The problem with how causation is applied to tort law is that the causal question is asked of a specific wrongdoer, even when there are multiple wrongdoers involved, which can lead to a finding of no causation where causation is known to exist if you fail to ask the right questions. Did defendant A’s wrongful act cause the harm? That works if they’re the only wrongdoer in a simple scenario, but it doesn’t work when defendant A caused the harm together with defendants B and C.

"If you ask only whether defendant A’s conduct caused the harm, without considering the other causes, you may be led to the incorrect conclusion that defendant A did not cause the harm when you know as a matter of common sense he did,” Halpern says. “Plaintiff’s counsel often hasn’t paid sufficient attention to how they are going to prove a connection between wrongful conduct of multiple wrongdoers and the harm their client complains about.”

Lawyers must ask the but-for test in a way that’s going to result in the correct answer, and that can be very difficult when there are multiple factors that play a role in the outcome. In “Causation on trial - Necessity, sufficiency and the causal questions,” an addendum to his first paper, Halpern tackles how best to compose counterfactual questions in cases involving multiple factors and their causal relationship to a phenomenon. The concepts of necessity and sufficiency, which are explored in depth in the addendum, make the counterfactual question complex and challenging to compose, especially when posing the question to jurors.

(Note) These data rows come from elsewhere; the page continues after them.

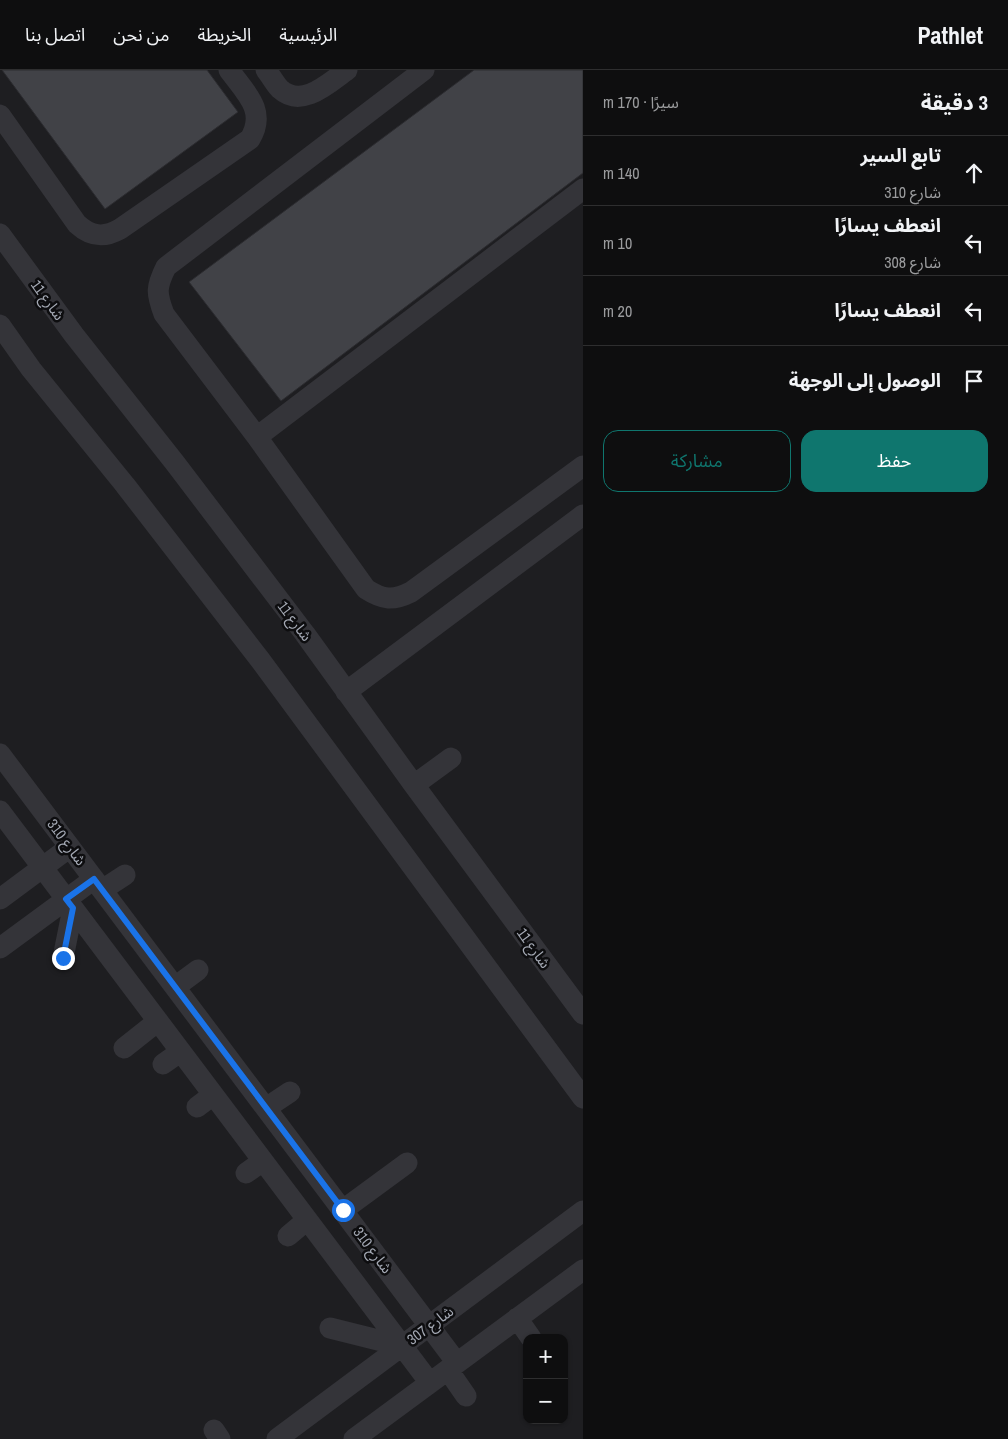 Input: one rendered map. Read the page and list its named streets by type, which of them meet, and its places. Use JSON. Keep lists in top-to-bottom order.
{
  "streets": {
    "street": ["شارع 11", "شارع 310", "شارع 307"]
  },
  "crossings": [
    ["شارع 310", "شارع 307"]
  ],
  "page": {
    "header": "Pathlet",
    "nav": [
      "الرئيسية",
      "الخريطة",
      "من نحن",
      "اتصل بنا"
    ],
    "heading": ["3 دقيقة", "سيرًا · 170 m"],
    "list": [
      ["تابع السير", "شارع 310", "140 m"],
      ["انعطف يسارًا", "شارع 308", "10 m"],
      ["انعطف يسارًا", "20 m"],
      "الوصول إلى الوجهة"
    ],
    "buttons": ["حفظ", "مشاركة"],
    "map_buttons": ["+", "−"]
  }
}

“This is really where we get into trouble because how do you ask a question of the jury, who are six lay-people in a civil case, to make the causal determination where there are multiple factors at play in causing harm?” Halpern asks.

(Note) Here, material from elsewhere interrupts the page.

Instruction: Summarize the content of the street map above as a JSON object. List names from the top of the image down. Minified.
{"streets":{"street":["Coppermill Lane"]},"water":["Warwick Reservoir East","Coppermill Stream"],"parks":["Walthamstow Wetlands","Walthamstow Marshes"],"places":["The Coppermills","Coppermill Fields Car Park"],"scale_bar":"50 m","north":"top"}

Lawyers must simplify how they pose the causal question, without the use of complicating language such as but-for, cause, contribute or counterfactual — “Nobody knows what a counterfactual is, I didnt even know what it was until I wrote the paper,” Halpern notes — and while lawyers tend to ask questions of the jury in a double negative, the counterfactual should be expressed as a positive.

“In my second paper I give examples of how questions might be asked of juries in different scenarios, and I suggest lawyers should pose the same questions in their submissions to a judge,” Halpern says.

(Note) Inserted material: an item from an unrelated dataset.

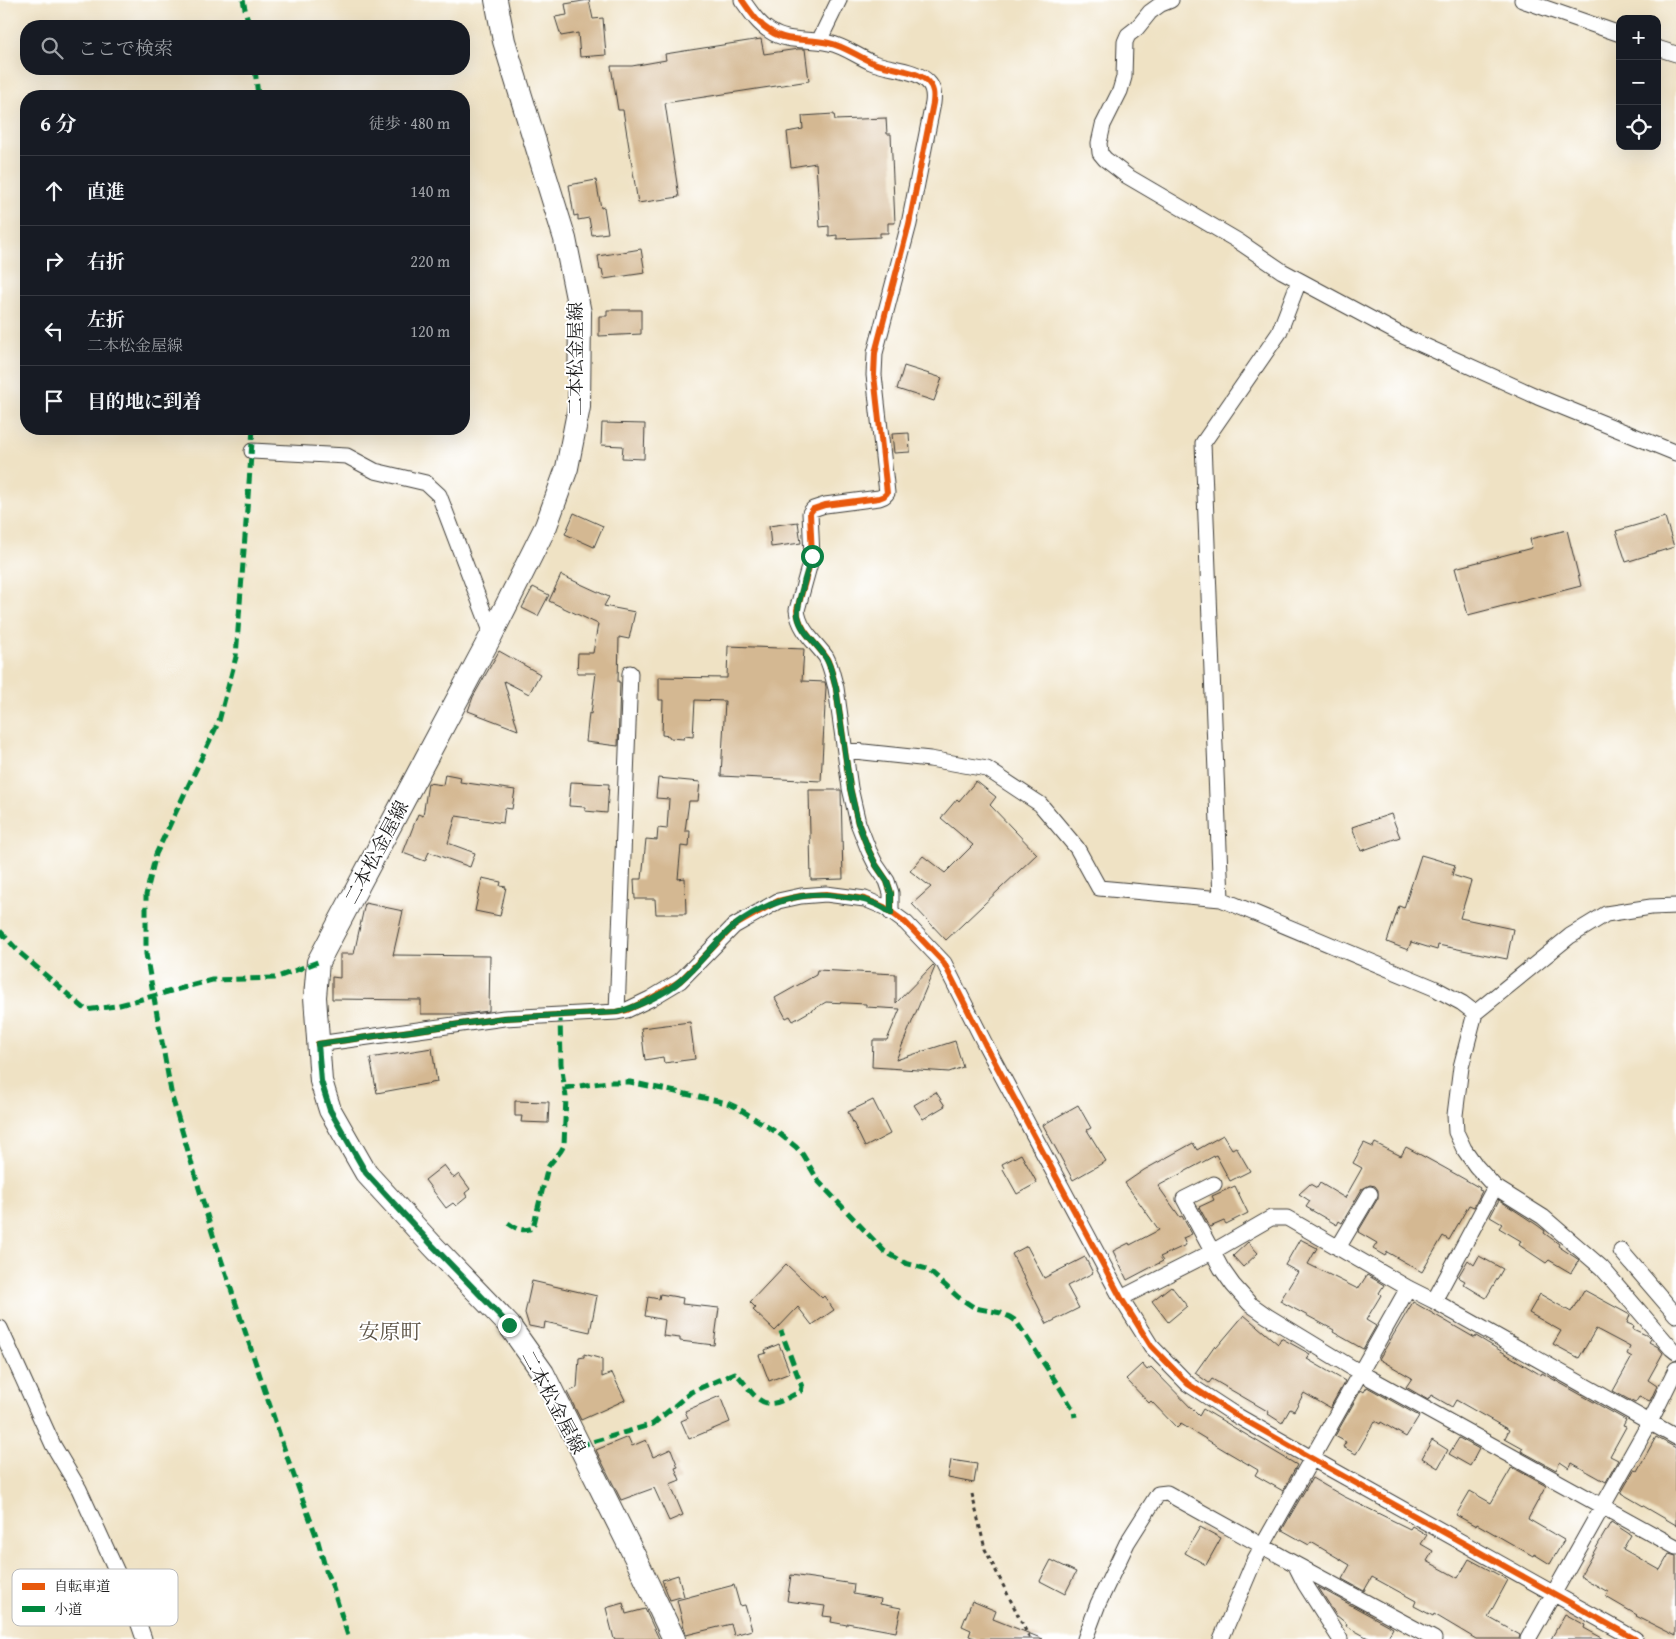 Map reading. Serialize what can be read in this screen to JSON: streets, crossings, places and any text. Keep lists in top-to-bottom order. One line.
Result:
{"streets":{"main road":["二本松金屋線"]},"districts":["安原町"],"legend":["自転車道","小道"],"page":{"map_buttons":["+","−"],"search":"ここで検索","heading":["6 分","徒歩 · 480 m"],"list":[["直進","140 m"],["右折","220 m"],["左折","二本松金屋線","120 m"],"目的地に到着"]}}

The challenges around caselaw are again compounded because judicial decisions are “all over the map on the issue,” and reading the caselaw one would think there is

 an alternative test called the material contribution to risk test,” specifically as defined in the Supreme Court of Canada’s decision in Clements v. Clements. But the material contribution test is incapable of addressing the shortcomings of the traditional but-for test, Halpern argues in his paper, and it is not actually a test of causation at all. It is more an adjunct to an appropriately formulated counterfactual, to be subsumed within what we understand to be the but-for test.”

“It’s not a substitute, it’s just a policy decision that, if invoked, excuses proof of causation,” Halpern says. “When you dig deep into the material contribution test you find it is both unprincipled and unworkable."

 

Despite describing an alternative to the but-for test, the SCC has never actually applied an alternative, Halpern notes, adding in his view that means it’s time “to put aside any notion of a material contribution test and to accept that for virtually every kind of case you’re ever going to see in your career, the but-for test is going to apply.” It’s also time for trial judges to reject the material contribution to risk test and fall back on the only true test for cause in fact, he says.

 

Halpern presents his views at various conferences and seminars, and while he finds there is some controversy over whether or not Clements stands for the proposition he suggests — and nobody else is as blunt as he is in calling for the rejection of the idea of an alternative test, he adds — he will continue to advocate strongly that the but-for test is the only test.